Developing novel Ti-Nb-Zr-Mo-Sn-O biomedical titanium alloys with high strength and low modulus through high-throughput experiments

Abstract

Biomedical titanium alloys have been widely used as surgical implant materials, but traditional biomedical titanium alloys no longer meet practical needs, and there is an urgent need to develop new biomedical titanium alloys. In this study, the composition, microstructure, and mechanical properties of novel Ti-xNb-yZr-5Mo-6Sn-0.6O biomedical titanium alloys were investigated based on diffusion multiple high-throughput experiments. The results showed that although the microstructure of the alloys transitioned from β + α″ to β phase with the increase of Nb and Zr content, the β-stabilizing effect of Zr is weaker.
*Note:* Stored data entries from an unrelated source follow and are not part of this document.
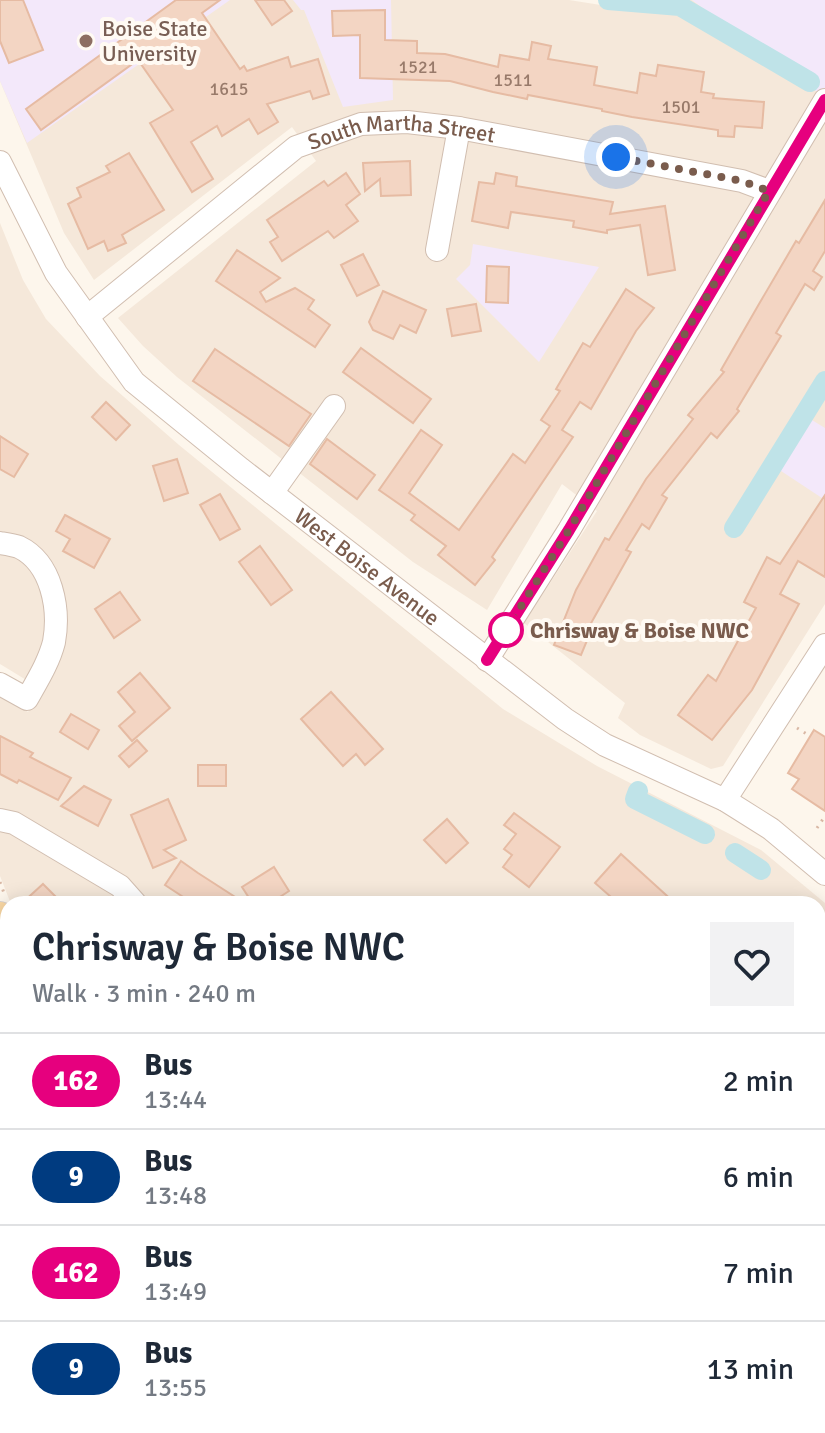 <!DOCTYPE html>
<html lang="en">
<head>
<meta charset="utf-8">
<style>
	body { margin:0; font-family:Signika,sans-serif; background:#f2f2f3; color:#1f2937; height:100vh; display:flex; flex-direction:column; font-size:30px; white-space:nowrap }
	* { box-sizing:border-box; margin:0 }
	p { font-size:26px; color:#747a83 }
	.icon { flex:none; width:44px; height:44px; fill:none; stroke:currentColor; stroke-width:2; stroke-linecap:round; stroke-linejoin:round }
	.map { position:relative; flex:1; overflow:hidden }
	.drawer { position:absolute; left:0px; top:896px; width:826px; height:538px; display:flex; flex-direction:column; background:#fff; border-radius:24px 24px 0 0; box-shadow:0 4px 20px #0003 }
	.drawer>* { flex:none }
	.badge { padding:0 16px; border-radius:26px; font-size:28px; line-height:52px }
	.you { position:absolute; width:40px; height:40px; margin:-20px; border:6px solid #fff; border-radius:50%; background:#1a73e8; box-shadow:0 0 0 12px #1a73e833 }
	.map>.badge { position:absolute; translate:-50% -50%; box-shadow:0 0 0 4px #fff }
	.round { display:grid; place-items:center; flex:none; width:84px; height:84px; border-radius:0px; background:#f2f2f3 }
	.summary { display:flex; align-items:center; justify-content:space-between; height:136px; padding:0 32px }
	h1 { font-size:38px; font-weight:600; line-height:60px }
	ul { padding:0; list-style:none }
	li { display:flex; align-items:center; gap:24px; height:96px; padding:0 32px; border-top:2px solid #e0e1e3 }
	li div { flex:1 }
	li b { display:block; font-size:30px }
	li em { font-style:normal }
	li .badge { min-width:88px; font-weight:700; text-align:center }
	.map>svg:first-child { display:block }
	.residential { fill:#f5e8da }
	.education { fill:#f3e8fa }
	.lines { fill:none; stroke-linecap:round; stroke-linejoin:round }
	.canal { stroke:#bfe3e8; stroke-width:20 }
	.building { fill:#f3d5c3; stroke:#e6bba3; stroke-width:2 }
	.minor-casing { stroke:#d1beb0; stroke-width:24 }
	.major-casing { stroke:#dad1cd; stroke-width:28 }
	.path { stroke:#d9b8a5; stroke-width:3; stroke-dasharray:2 6; stroke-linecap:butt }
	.minor { stroke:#fff; stroke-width:22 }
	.major { stroke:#fbd9a5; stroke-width:26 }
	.rail-casing { stroke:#b9a8c9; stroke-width:9 }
	.rail { stroke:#fffaf3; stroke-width:6; stroke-dasharray:18; stroke-linecap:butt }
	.line-casing { stroke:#fff; stroke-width:18 }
	.line { stroke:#e6007e; stroke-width:12 }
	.walk { stroke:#7a5c4d; stroke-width:8; stroke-dasharray:0 14.4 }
	.education-dot { fill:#8d6e63; stroke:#fffaf3; stroke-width:3 }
	.stop-dot { fill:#fff; stroke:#e6007e; stroke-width:4 }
	.labels { text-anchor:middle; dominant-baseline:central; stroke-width:8; stroke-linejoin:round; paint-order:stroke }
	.number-label { font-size:18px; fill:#987a6a }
	.education-label { font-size:22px; fill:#785e54; stroke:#fffaf3; text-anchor:start }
	.street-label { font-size:22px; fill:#7a5c4d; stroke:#fffaf3 }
	.stop-label { font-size:22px; font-weight:bold; fill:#7a5c4d; stroke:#fffaf3; text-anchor:start }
</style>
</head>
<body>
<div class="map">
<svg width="825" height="1433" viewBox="0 0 825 1433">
	<rect width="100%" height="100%" fill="#fdf6ec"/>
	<g class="residential">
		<polygon points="0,0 569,0 607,6 659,0 692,0 825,96 825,604 723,766 711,769 640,735 618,718 625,703 524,623 597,511 562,484 487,610 413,562 177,377 143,346 118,318 316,161 292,127 94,280 64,233 0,81"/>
		<polygon points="0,223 23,280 46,319 100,376 179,445 503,709 597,766 761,850 825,903 825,1433 213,1433 210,1426 818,1426 818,904 11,904 0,876 0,695 28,712 41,689 0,664"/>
		<polygon points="0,1304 8,1322 8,1426 54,1426 57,1433 0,1433"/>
	</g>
	<g class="education">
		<polygon points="0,0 230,0 27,143 0,81"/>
		<polygon points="293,0 391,0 393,100 343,107 304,10 301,10"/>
		<polygon points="692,0 825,0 825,96 814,90"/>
		<polygon points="473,244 599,267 539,362 456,279 470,265"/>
		<polygon points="807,417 825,428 825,500 775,467"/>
	</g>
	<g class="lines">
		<g class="canal">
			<polyline points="608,0 680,6 810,82"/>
			<polyline points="734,528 825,381"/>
			<polyline points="638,791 635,799 705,834"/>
			<polyline points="735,853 761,870"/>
		</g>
	</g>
	<g class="building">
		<polygon points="0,0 23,0 43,50 9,63 0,41"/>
		<polygon points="176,0 220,0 202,13 240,69 244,66 247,71 288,57 291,67 318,59 329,94 313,99 310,91 267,104 278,122 258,134 249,119 222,136 217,126 191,142 213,179 192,192 150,123 173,110 138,60 41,130 26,109"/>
		<polygon points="255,0 284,0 292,11 272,25"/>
		<polygon points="385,10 385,40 417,41 417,53 445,54 498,67 500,55 529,60 532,42 551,46 548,59 597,67 594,85 637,93 640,73 656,76 658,65 704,72 701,92 714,94 713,98 764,102 762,128 735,126 734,137 718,136 718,130 632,117 602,111 602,109 528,95 527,99 493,92 450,81 360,78 360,35 333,36 332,11"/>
		<polygon points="129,153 164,210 122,235 126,243 108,251 104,241 88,249 68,204 81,197 77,188 110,172 106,166"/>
		<polygon points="410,161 411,195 381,196 380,179 365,191 363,163"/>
		<polygon points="346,173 360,194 346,205 358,221 334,238 328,231 282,261 270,242 278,237 267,220 324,181 328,186"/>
		<polygon points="496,173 517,177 516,186 613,202 610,214 665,206 675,270 648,275 640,225 607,230 607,233 573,227 574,221 511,212 508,228 472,221 479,182 494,184"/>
		<polygon points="825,200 825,251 813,271 822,277 814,290 805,284 776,333 781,336 737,409 739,411 717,438 711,433 662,495 667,498 649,529 642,524 626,550 631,552 590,625 593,626 581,655 554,645 576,590 605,538 609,540 646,479 693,419 688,415 724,372 721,370 759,304 796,241 799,243"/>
		<polygon points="237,250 280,278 260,292 266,302 295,288 314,300 308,309 330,325 315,347 216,281"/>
		<polygon points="363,254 379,285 357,296 341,265"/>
		<polygon points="487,266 509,267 508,303 486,302"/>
		<polygon points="626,289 654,308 636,331 591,409 580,402 562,430 573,437 492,557 495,560 475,585 438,555 446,546 411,520 415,515 379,490 421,430 442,445 409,493 459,530 513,454 525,463 550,426 541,420 560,391 556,389 583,343 590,347"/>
		<polygon points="383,291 426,310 416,333 400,325 393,339 373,330 369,322"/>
		<polygon points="476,304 481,331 452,336 447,309"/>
		<polygon points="361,348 431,399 413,423 343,372"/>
		<polygon points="215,349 311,414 289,446 193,381"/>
		<polygon points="106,402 130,425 116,440 92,417"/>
		<polygon points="0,436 28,454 14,477 0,469"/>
		<polygon points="327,439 375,475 357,499 310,464"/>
		<polygon points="177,459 188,493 164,501 153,466"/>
		<polygon points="220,494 240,529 220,540 200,505"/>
		<polygon points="825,495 825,577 798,561 780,594 799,604 752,690 712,740 678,715 708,675 716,681 756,608 744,602 767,557 780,564"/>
		<polygon points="65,515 110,539 94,568 63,551 70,539 56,531"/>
		<polygon points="260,546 292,590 271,605 239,562"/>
		<polygon points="120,592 140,620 114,638 95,609"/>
		<polygon points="140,673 170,708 132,741 119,726 135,712 118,692"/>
		<polygon points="331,692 383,749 365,765 356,754 343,766 301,719"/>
		<polygon points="71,714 99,730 88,749 60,732"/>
		<polygon points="814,730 825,737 825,811 792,789 799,779 788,773"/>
		<polygon points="0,736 33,753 30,757 71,778 58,800 19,780 17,783 0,774"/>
		<polygon points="137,740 147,751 129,767 119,756"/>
		<rect x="198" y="765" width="28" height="21"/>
		<polygon points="84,786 111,800 98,826 61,806"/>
		<polygon points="168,799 186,840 164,850 176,858 153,868 131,815"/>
		<polygon points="514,813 560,847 529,887 503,867 512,855 504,849 516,834 504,825"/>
		<polygon points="447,819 468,843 446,863 424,840"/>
		<polygon points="621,854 676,904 619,904 595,883"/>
		<polygon points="181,861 198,873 246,904 194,904 165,885"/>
		<polygon points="274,867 289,891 269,904 253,904 242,887"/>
		<polygon points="43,884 63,904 21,904"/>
	</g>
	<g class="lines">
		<g class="minor-casing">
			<g id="minor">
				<path id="s1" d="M0 162 56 273 134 382 241 469 565 719 605 745 725 800 771 829 825 874"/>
				<polyline points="437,250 459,128"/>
				<path id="s2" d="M87 317 296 147 361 124 407 122 459 128 742 181 769 191"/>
				<polyline points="272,493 334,406"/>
				<path d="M0 543C6 544 13 545 19 547 52 563 60 609 54 642 49 662 37 681 27 699L0 684"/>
				<polyline points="487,660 569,530 825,100"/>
				<polyline points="725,800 825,645"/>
				<polyline points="0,820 14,823 120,886 136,904"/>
				<polyline points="818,1050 825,1044"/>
				<polyline points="478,1433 478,1426"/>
			</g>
		</g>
		<g class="major-casing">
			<g id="major">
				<polyline points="0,915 8,940"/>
				<polyline points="0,1001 8,1024"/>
				<polyline points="156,1426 159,1433"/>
				<polyline points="185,1426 185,1433"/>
			</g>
		</g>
		<g class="path">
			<polyline points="797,728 810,736"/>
			<polyline points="817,828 825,816"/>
			<polyline points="0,882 4,893"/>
		</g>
		<use href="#minor" class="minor"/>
		<use href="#major" class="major"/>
		<g class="rail-casing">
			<g id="rail">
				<polyline points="0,1172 8,1191"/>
				<polyline points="102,1426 105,1433"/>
			</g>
		</g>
		<use href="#rail" class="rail"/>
	</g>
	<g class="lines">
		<g class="line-casing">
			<polyline id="line" points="487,660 569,530 825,100"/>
		</g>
		<use href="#line" class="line"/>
		<polyline class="walk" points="506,630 569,530 769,191 742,181 616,157"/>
	</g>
	<circle class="education-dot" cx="86" cy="41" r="8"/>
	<circle class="stop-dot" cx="506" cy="630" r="16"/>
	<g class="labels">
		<g class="number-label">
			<text x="418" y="67">1521</text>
			<text x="513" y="80">1511</text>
			<text x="229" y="89">1615</text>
			<text x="681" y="107">1501</text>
		</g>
		<g class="education-label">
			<text x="102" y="28">Boise State<tspan x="102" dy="25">University</tspan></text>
		</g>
		<g class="street-label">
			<text stroke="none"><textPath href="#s2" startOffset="378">South Martha Street</textPath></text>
			<text stroke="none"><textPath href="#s1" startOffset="556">West Boise Avenue</textPath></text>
		</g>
		<g class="stop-label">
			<text x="530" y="630">Chrisway &amp; Boise NWC</text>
		</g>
	</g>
</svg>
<div class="you" style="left:616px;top:157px"></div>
<section class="drawer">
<div class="summary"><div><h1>Chrisway &amp; Boise NWC</h1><p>Walk · 3 min · 240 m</p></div><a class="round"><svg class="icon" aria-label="heart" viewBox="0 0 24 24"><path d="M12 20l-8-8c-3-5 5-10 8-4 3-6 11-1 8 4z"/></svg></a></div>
<ul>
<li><span class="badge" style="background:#e6007e;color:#fff">162</span><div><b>Bus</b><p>13:44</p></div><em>2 min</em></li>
<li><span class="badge" style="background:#003b80;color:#fff">9</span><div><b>Bus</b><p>13:48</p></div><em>6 min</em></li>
<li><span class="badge" style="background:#e6007e;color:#fff">162</span><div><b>Bus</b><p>13:49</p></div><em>7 min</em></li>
<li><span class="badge" style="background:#003b80;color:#fff">9</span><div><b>Bus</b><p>13:55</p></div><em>13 min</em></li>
</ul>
</section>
</div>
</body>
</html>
The microhardness and elastic modulus of the alloys varied in the range of 2.7∼7.8GPa and 74.3∼130.2GPa, and depended strongly on the Nb content. In the Ti-xNb-yZr-5Mo-6Sn-0.6O system alloy, the Ti-7.8Nb-1.7Zr-5Mo-6Sn-0.6O alloy with the high hardness of 5.5 GPa and low elastic modulus of 74.3 GPa is a promising candidate for orthopedic implants. Moreover, this work indicates that high-throughput experiments are an effective method for rapidly developing high-performance biomedical titanium alloys.